> ASSIGNMENT
Skip any pictures. Repeat the data exactly, from its first line through the line that holds "0 #9a9080) drop-shadow(-2px", both included.

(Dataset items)
══════

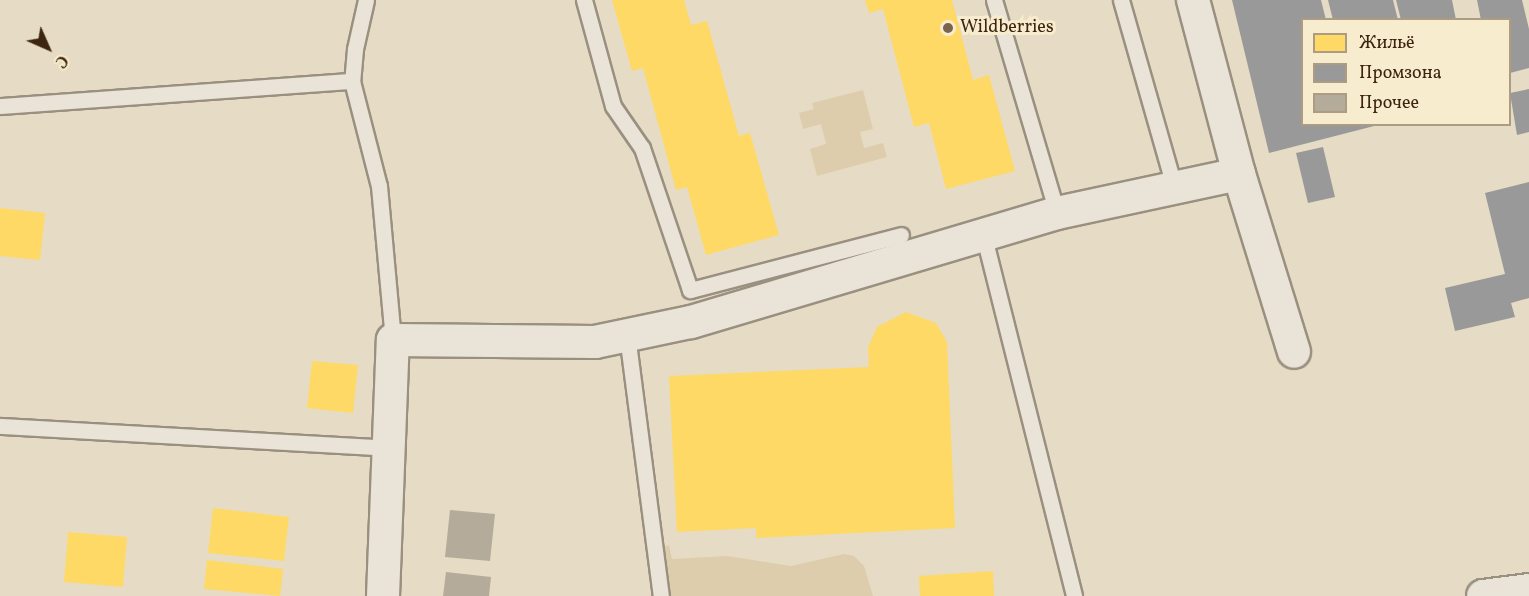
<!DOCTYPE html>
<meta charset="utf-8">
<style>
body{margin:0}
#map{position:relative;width:1529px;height:596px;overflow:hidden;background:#e6dbc4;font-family:Vollkorn,serif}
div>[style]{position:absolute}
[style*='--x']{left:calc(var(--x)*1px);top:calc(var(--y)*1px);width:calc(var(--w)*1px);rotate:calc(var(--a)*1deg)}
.green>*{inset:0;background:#ddcdac}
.homes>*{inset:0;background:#ffd966}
.industry>*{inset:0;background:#999}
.building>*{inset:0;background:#b4ab9a}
.roads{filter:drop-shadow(2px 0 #9a9080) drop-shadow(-2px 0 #9a9080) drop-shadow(0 2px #9a9080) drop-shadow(0 -2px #9a9080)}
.lane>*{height:15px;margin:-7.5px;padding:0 7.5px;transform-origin:7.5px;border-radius:7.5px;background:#eae4d8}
.street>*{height:32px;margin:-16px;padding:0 16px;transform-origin:16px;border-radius:16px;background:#eae4d8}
.dots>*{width:16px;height:16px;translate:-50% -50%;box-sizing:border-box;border:3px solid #f8eccf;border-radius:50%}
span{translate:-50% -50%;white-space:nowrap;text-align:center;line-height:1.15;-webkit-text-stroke:6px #f8eccf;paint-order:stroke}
.poi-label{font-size:18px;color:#3e250f}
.left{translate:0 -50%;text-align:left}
.legend{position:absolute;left:1301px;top:18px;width:210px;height:108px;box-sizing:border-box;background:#f8eccf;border:2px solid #ae9c82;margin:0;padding:8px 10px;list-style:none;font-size:18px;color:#3e250f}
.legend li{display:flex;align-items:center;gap:12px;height:30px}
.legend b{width:30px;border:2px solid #ae9c82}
.north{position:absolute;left:18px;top:18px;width:60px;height:60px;-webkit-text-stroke:4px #f8eccf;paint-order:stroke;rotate:135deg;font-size:16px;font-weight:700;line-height:24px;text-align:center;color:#3e250f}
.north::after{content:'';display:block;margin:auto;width:21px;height:27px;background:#3e250f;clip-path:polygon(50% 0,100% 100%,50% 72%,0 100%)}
</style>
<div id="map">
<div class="green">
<i style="clip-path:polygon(863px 90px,873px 129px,860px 132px,864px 148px,883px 143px,887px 157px,817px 176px,810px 149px,826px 144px,821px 124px,803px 129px,799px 113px,814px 109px,812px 103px)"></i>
<i style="clip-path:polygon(669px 545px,672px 559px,727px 556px,791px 566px,844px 554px,854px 556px,864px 566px,873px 596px,658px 596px,662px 548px)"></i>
</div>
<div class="homes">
<i style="clip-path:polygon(612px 0,684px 0,691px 25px,707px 21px,739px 136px,750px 133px,779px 235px,706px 255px,687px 187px,676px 190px,643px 68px,632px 71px)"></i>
<i style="clip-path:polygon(865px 0,952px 0,973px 80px,989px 75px,1015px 171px,946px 189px,929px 123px,914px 127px,883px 9px,869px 13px)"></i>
<i style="clip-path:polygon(0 208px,45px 213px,40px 260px,0 256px)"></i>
<i style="clip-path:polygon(906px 312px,936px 323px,947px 342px,955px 528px,756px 538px,756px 528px,677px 532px,669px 376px,869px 367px,868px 347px,877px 327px)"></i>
<i style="clip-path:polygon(312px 361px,358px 365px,353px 413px,307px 408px)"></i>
<i style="clip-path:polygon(213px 508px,289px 517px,284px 561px,208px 553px)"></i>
<i style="clip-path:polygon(68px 532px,127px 537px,123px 587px,64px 582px)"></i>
<i style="clip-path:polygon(207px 560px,283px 569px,280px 596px,204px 589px)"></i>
<i style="clip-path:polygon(993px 571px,994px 596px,920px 596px,919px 576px)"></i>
</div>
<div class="industry">
<i style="clip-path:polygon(1232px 0,1321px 0,1326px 20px,1302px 20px,1302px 124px,1378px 125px,1269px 153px)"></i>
<i style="clip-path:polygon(1328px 0,1393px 0,1398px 20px,1333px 20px)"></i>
<i style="clip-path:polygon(1396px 0,1452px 0,1456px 20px,1401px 20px)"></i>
<i style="clip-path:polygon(1477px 0,1522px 0,1529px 29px,1529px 68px,1510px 73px,1510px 20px,1481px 20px)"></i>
<i style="clip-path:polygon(1529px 89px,1529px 132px,1517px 135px,1510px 93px)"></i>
<i style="clip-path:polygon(1323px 147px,1335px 197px,1308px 203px,1296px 153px)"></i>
<i style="clip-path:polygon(1529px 182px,1529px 298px,1511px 303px,1515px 317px,1455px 331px,1445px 288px,1505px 274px,1485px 193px)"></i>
</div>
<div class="building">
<i style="clip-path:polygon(450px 510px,495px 514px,490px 561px,445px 557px)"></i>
<i style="clip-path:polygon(446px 572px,491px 577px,489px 596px,443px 596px)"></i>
</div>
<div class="roads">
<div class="lane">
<i style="--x:366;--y:0;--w:50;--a:102.7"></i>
<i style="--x:355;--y:49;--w:32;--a:95"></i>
<i style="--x:352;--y:81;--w:108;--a:75.6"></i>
<i style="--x:379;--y:186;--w:155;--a:84.8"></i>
<i style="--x:584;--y:0;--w:110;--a:74.7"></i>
<i style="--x:613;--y:106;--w:51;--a:55.4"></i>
<i style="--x:642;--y:148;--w:150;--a:71.3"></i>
<i style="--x:690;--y:290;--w:218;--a:-14.6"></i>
<i style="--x:994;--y:0;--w:222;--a:73.5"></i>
<i style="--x:1121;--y:0;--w:198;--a:74.1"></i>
<i style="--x:0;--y:106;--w:353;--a:-4.1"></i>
<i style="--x:983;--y:233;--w:374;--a:75.9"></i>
<i style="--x:627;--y:335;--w:263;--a:82.6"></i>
<i style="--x:0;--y:426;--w:390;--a:3.2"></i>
</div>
<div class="street">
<i style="--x:1239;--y:174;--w:186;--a:72.8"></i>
<i style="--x:383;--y:596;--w:256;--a:-87.8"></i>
<i style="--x:393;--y:340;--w:202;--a:0.6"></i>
<i style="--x:595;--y:342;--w:98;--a:-11.8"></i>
<i style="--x:691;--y:322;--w:382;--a:-16.6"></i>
<i style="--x:1057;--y:213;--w:186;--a:-12.1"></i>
<i style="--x:1239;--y:174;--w:180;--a:-104.8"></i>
<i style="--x:1483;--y:596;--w:46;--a:-7.4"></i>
</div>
</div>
<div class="dots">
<i style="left:948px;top:28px;background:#79654e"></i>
</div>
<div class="poi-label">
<span class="left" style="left:960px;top:28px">Wildberries</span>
</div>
<ul class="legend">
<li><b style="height:16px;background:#ffd966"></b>Жильё</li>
<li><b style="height:16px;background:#999"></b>Промзона</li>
<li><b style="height:16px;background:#b4ab9a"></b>Прочее</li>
</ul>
<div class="north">С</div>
</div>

══════

> ANSWER TO THIS EXERCISE
<!DOCTYPE html>
<meta charset="utf-8">
<style>
body{margin:0}
#map{position:relative;width:1529px;height:596px;overflow:hidden;background:#e6dbc4;font-family:Vollkorn,serif}
div>[style]{position:absolute}
[style*='--x']{left:calc(var(--x)*1px);top:calc(var(--y)*1px);width:calc(var(--w)*1px);rotate:calc(var(--a)*1deg)}
.green>*{inset:0;background:#ddcdac}
.homes>*{inset:0;background:#ffd966}
.industry>*{inset:0;background:#999}
.building>*{inset:0;background:#b4ab9a}
.roads{filter:drop-shadow(2px 0 #9a9080) drop-shadow(-2px 0 #9a9080) drop-shadow(0 2px #9a9080) drop-shadow(0 -2px #9a9080)}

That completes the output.